**PROVIDED ENTRIES**

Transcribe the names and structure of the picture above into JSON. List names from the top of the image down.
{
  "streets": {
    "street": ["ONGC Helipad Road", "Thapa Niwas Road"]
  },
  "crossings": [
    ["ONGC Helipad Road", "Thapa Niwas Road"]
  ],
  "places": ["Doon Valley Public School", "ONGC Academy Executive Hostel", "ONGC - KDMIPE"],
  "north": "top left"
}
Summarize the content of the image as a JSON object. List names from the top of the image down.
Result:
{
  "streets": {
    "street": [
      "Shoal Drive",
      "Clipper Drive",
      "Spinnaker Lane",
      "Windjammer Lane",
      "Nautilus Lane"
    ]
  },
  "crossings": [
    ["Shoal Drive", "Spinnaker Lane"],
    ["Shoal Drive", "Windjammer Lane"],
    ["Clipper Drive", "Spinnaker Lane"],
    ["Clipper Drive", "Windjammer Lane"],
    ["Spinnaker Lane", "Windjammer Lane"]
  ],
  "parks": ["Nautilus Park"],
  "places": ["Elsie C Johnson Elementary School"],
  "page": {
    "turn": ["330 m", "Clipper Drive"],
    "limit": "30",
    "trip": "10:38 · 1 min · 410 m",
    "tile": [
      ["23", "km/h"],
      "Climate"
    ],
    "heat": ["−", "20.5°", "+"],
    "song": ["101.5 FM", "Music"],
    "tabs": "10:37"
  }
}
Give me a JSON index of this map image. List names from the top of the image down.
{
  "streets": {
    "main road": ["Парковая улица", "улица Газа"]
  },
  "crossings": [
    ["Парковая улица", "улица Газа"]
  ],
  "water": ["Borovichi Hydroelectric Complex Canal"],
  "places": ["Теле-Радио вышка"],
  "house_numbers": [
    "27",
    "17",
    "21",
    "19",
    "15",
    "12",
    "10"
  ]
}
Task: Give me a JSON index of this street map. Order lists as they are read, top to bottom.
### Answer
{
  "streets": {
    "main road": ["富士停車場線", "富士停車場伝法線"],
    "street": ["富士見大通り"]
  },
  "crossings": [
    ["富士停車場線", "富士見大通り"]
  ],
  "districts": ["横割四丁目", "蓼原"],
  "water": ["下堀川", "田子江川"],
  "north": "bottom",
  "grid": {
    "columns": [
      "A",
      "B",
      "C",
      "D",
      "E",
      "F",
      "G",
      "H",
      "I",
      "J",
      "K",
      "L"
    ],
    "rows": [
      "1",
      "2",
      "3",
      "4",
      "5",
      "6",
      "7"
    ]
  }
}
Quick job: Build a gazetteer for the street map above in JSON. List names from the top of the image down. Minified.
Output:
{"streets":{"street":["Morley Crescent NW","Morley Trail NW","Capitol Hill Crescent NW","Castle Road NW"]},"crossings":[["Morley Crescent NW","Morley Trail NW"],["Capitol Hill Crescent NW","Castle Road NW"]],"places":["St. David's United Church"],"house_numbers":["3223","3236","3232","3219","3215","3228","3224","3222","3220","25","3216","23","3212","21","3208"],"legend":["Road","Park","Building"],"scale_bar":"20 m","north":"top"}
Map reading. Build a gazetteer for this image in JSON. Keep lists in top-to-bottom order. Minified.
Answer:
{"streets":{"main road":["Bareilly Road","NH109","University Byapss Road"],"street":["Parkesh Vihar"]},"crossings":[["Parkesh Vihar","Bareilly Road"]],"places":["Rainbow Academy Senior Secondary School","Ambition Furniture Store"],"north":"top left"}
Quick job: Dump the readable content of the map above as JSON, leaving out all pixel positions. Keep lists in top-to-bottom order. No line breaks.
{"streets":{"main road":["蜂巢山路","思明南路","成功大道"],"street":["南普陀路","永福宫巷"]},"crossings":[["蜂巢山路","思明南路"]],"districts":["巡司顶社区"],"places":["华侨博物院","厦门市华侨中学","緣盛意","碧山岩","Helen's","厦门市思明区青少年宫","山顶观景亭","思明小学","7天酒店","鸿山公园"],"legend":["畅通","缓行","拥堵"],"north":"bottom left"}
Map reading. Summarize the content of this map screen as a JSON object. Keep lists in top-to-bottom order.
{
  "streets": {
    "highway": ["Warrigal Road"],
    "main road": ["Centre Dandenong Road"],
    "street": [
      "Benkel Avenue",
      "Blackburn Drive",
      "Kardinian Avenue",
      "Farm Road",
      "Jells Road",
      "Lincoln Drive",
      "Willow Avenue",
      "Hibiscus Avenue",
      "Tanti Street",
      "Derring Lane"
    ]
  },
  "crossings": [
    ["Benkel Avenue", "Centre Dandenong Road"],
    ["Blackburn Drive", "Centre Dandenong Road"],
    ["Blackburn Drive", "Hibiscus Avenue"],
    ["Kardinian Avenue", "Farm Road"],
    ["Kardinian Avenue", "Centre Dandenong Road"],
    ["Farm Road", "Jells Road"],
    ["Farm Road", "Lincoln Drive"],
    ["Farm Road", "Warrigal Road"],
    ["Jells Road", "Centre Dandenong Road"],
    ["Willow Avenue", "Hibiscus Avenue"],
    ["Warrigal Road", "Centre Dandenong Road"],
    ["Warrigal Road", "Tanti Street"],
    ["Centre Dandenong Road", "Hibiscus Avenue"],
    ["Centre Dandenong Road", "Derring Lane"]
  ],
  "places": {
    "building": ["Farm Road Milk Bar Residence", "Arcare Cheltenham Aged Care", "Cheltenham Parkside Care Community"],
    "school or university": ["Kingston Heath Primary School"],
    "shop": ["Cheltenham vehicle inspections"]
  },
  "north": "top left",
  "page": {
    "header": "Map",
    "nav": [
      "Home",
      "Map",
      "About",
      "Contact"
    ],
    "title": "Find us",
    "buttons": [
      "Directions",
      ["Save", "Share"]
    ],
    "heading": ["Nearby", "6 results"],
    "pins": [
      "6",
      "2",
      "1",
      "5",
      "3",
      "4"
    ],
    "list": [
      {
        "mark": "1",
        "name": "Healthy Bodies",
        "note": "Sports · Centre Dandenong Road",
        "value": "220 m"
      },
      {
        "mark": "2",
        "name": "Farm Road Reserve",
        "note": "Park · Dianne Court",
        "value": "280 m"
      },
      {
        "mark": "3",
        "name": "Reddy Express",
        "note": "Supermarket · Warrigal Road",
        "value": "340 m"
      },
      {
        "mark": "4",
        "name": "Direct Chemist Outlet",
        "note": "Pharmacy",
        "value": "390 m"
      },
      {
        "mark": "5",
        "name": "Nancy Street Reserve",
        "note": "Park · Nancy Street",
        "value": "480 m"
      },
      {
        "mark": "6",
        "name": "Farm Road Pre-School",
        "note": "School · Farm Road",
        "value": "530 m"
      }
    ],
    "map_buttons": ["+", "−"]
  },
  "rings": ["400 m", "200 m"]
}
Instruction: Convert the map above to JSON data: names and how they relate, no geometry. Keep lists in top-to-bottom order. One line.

**EXERCISE BRIEF**
Exactly as they stand, repeat all the records.

**EXERCISE SOLUTION**
Transcribe the names and structure of the picture above into JSON. List names from the top of the image down.
{
  "streets": {
    "street": ["ONGC Helipad Road", "Thapa Niwas Road"]
  },
  "crossings": [
    ["ONGC Helipad Road", "Thapa Niwas Road"]
  ],
  "places": ["Doon Valley Public School", "ONGC Academy Executive Hostel", "ONGC - KDMIPE"],
  "north": "top left"
}
Summarize the content of the image as a JSON object. List names from the top of the image down.
Result:
{
  "streets": {
    "street": [
      "Shoal Drive",
      "Clipper Drive",
      "Spinnaker Lane",
      "Windjammer Lane",
      "Nautilus Lane"
    ]
  },
  "crossings": [
    ["Shoal Drive", "Spinnaker Lane"],
    ["Shoal Drive", "Windjammer Lane"],
    ["Clipper Drive", "Spinnaker Lane"],
    ["Clipper Drive", "Windjammer Lane"],
    ["Spinnaker Lane", "Windjammer Lane"]
  ],
  "parks": ["Nautilus Park"],
  "places": ["Elsie C Johnson Elementary School"],
  "page": {
    "turn": ["330 m", "Clipper Drive"],
    "limit": "30",
    "trip": "10:38 · 1 min · 410 m",
    "tile": [
      ["23", "km/h"],
      "Climate"
    ],
    "heat": ["−", "20.5°", "+"],
    "song": ["101.5 FM", "Music"],
    "tabs": "10:37"
  }
}
Give me a JSON index of this map image. List names from the top of the image down.
{
  "streets": {
    "main road": ["Парковая улица", "улица Газа"]
  },
  "crossings": [
    ["Парковая улица", "улица Газа"]
  ],
  "water": ["Borovichi Hydroelectric Complex Canal"],
  "places": ["Теле-Радио вышка"],
  "house_numbers": [
    "27",
    "17",
    "21",
    "19",
    "15",
    "12",
    "10"
  ]
}
Task: Give me a JSON index of this street map. Order lists as they are read, top to bottom.
### Answer
{
  "streets": {
    "main road": ["富士停車場線", "富士停車場伝法線"],
    "street": ["富士見大通り"]
  },
  "crossings": [
    ["富士停車場線", "富士見大通り"]
  ],
  "districts": ["横割四丁目", "蓼原"],
  "water": ["下堀川", "田子江川"],
  "north": "bottom",
  "grid": {
    "columns": [
      "A",
      "B",
      "C",
      "D",
      "E",
      "F",
      "G",
      "H",
      "I",
      "J",
      "K",
      "L"
    ],
    "rows": [
      "1",
      "2",
      "3",
      "4",
      "5",
      "6",
      "7"
    ]
  }
}
Quick job: Build a gazetteer for the street map above in JSON. List names from the top of the image down. Minified.
Output:
{"streets":{"street":["Morley Crescent NW","Morley Trail NW","Capitol Hill Crescent NW","Castle Road NW"]},"crossings":[["Morley Crescent NW","Morley Trail NW"],["Capitol Hill Crescent NW","Castle Road NW"]],"places":["St. David's United Church"],"house_numbers":["3223","3236","3232","3219","3215","3228","3224","3222","3220","25","3216","23","3212","21","3208"],"legend":["Road","Park","Building"],"scale_bar":"20 m","north":"top"}
Map reading. Build a gazetteer for this image in JSON. Keep lists in top-to-bottom order. Minified.
Answer:
{"streets":{"main road":["Bareilly Road","NH109","University Byapss Road"],"street":["Parkesh Vihar"]},"crossings":[["Parkesh Vihar","Bareilly Road"]],"places":["Rainbow Academy Senior Secondary School","Ambition Furniture Store"],"north":"top left"}
Quick job: Dump the readable content of the map above as JSON, leaving out all pixel positions. Keep lists in top-to-bottom order. No line breaks.
{"streets":{"main road":["蜂巢山路","思明南路","成功大道"],"street":["南普陀路","永福宫巷"]},"crossings":[["蜂巢山路","思明南路"]],"districts":["巡司顶社区"],"places":["华侨博物院","厦门市华侨中学","緣盛意","碧山岩","Helen's","厦门市思明区青少年宫","山顶观景亭","思明小学","7天酒店","鸿山公园"],"legend":["畅通","缓行","拥堵"],"north":"bottom left"}
Map reading. Summarize the content of this map screen as a JSON object. Keep lists in top-to-bottom order.
{
  "streets": {
    "highway": ["Warrigal Road"],
    "main road": ["Centre Dandenong Road"],
    "street": [
      "Benkel Avenue",
      "Blackburn Drive",
      "Kardinian Avenue",
      "Farm Road",
      "Jells Road",
      "Lincoln Drive",
      "Willow Avenue",
      "Hibiscus Avenue",
      "Tanti Street",
      "Derring Lane"
    ]
  },
  "crossings": [
    ["Benkel Avenue", "Centre Dandenong Road"],
    ["Blackburn Drive", "Centre Dandenong Road"],
    ["Blackburn Drive", "Hibiscus Avenue"],
    ["Kardinian Avenue", "Farm Road"],
    ["Kardinian Avenue", "Centre Dandenong Road"],
    ["Farm Road", "Jells Road"],
    ["Farm Road", "Lincoln Drive"],
    ["Farm Road", "Warrigal Road"],
    ["Jells Road", "Centre Dandenong Road"],
    ["Willow Avenue", "Hibiscus Avenue"],
    ["Warrigal Road", "Centre Dandenong Road"],
    ["Warrigal Road", "Tanti Street"],
    ["Centre Dandenong Road", "Hibiscus Avenue"],
    ["Centre Dandenong Road", "Derring Lane"]
  ],
  "places": {
    "building": ["Farm Road Milk Bar Residence", "Arcare Cheltenham Aged Care", "Cheltenham Parkside Care Community"],
    "school or university": ["Kingston Heath Primary School"],
    "shop": ["Cheltenham vehicle inspections"]
  },
  "north": "top left",
  "page": {
    "header": "Map",
    "nav": [
      "Home",
      "Map",
      "About",
      "Contact"
    ],
    "title": "Find us",
    "buttons": [
      "Directions",
      ["Save", "Share"]
    ],
    "heading": ["Nearby", "6 results"],
    "pins": [
      "6",
      "2",
      "1",
      "5",
      "3",
      "4"
    ],
    "list": [
      {
        "mark": "1",
        "name": "Healthy Bodies",
        "note": "Sports · Centre Dandenong Road",
        "value": "220 m"
      },
      {
        "mark": "2",
        "name": "Farm Road Reserve",
        "note": "Park · Dianne Court",
        "value": "280 m"
      },
      {
        "mark": "3",
        "name": "Reddy Express",
        "note": "Supermarket · Warrigal Road",
        "value": "340 m"
      },
      {
        "mark": "4",
        "name": "Direct Chemist Outlet",
        "note": "Pharmacy",
        "value": "390 m"
      },
      {
        "mark": "5",
        "name": "Nancy Street Reserve",
        "note": "Park · Nancy Street",
        "value": "480 m"
      },
      {
        "mark": "6",
        "name": "Farm Road Pre-School",
        "note": "School · Farm Road",
        "value": "530 m"
      }
    ],
    "map_buttons": ["+", "−"]
  },
  "rings": ["400 m", "200 m"]
}
Instruction: Convert the map above to JSON data: names and how they relate, no geometry. Keep lists in top-to-bottom order. One line.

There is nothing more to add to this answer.